Dans un style sobre et efficace, qui use de la deuxième personne du singulier et parvient habilement à ménager son suspense, Ann Leckie nous offre un début de roman teinté de médiéval fantastique. On y suit, en parallèle, l'avancée du fidèle Éolo, qui accompagne l'héritier légitime du trône nommé Mayat, et la naissance de l'Iradène, à travers la vision d'un dieu immobile. Les deux récits sont aussi intrigants qu'interconnectés, et, au départ, l'on jubile de pouvoir confondre leur intrigue respective, car ce n'est qu'après plus d'une centaine de pages que l'on commence enfin à entrevoir le mystère qui les relie.

Alors que le récit d'Éolo est ancré dans l'action, avec des personnages humains et une situation habituelle dans les romans, celui du dieu s'avère bien moins conventionnel et beaucoup plus philosophique, voire métaphysique, ce qui plaira sans doute moins au lecteur lambda.

"Et si le demandeur avait requis ma destruction ? Ou, à son insu, avait demandé quelque chose qui lui porterait tort, à lui ou à un grand nombre d'autres personnes ? L'offrande suffisait-elle pour courir un tel risque ? Toute offrande le valait-elle ? Je n'avais aucun moyen de savoir et, en conséquence, je n'ai réalisé aucune des demandes formulées..."
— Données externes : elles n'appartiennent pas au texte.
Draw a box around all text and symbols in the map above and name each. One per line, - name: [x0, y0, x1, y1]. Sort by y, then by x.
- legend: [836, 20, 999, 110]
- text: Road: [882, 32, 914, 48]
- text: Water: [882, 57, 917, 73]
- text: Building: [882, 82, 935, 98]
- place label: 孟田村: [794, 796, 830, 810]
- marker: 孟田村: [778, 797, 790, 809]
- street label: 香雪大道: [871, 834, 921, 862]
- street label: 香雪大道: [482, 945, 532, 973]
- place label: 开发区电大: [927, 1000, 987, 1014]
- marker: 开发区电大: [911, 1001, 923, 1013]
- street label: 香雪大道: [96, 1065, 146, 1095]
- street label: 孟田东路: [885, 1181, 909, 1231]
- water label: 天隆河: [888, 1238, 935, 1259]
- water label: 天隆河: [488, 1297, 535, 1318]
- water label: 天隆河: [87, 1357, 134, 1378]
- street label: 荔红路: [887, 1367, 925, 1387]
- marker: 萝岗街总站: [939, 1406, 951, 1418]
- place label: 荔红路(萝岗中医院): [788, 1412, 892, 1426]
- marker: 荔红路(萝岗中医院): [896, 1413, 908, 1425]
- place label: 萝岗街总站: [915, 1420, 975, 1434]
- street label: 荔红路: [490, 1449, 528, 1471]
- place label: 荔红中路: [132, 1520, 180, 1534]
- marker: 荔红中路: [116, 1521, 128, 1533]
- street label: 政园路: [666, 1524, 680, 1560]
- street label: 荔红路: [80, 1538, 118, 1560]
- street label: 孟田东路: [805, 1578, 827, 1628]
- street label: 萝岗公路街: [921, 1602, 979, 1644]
Pourtant, en partant d'une très bonne idée et d'une écriture et un point de vue pour le moins originales, on regrette que le texte de Leckie ne raconte au final que si peu de choses. Plus de quatre cents pages pour narrer un simple retour au pays, avec un père disparu qui est en fait retenu par le frère au sein même de la Tour où il résidait, ce n'est clairement pas assez pour tenir son spectateur en haleine de bout en bout. Dommage que le récit se révèle beaucoup trop long, et d'une manière vraiment inutile, car en divisant par deux le nombre de pages, on se serait retrouvé face à une œuvre mémorable. Alors que là, à la fin, on se dit juste : "tout ça pour ça ?!"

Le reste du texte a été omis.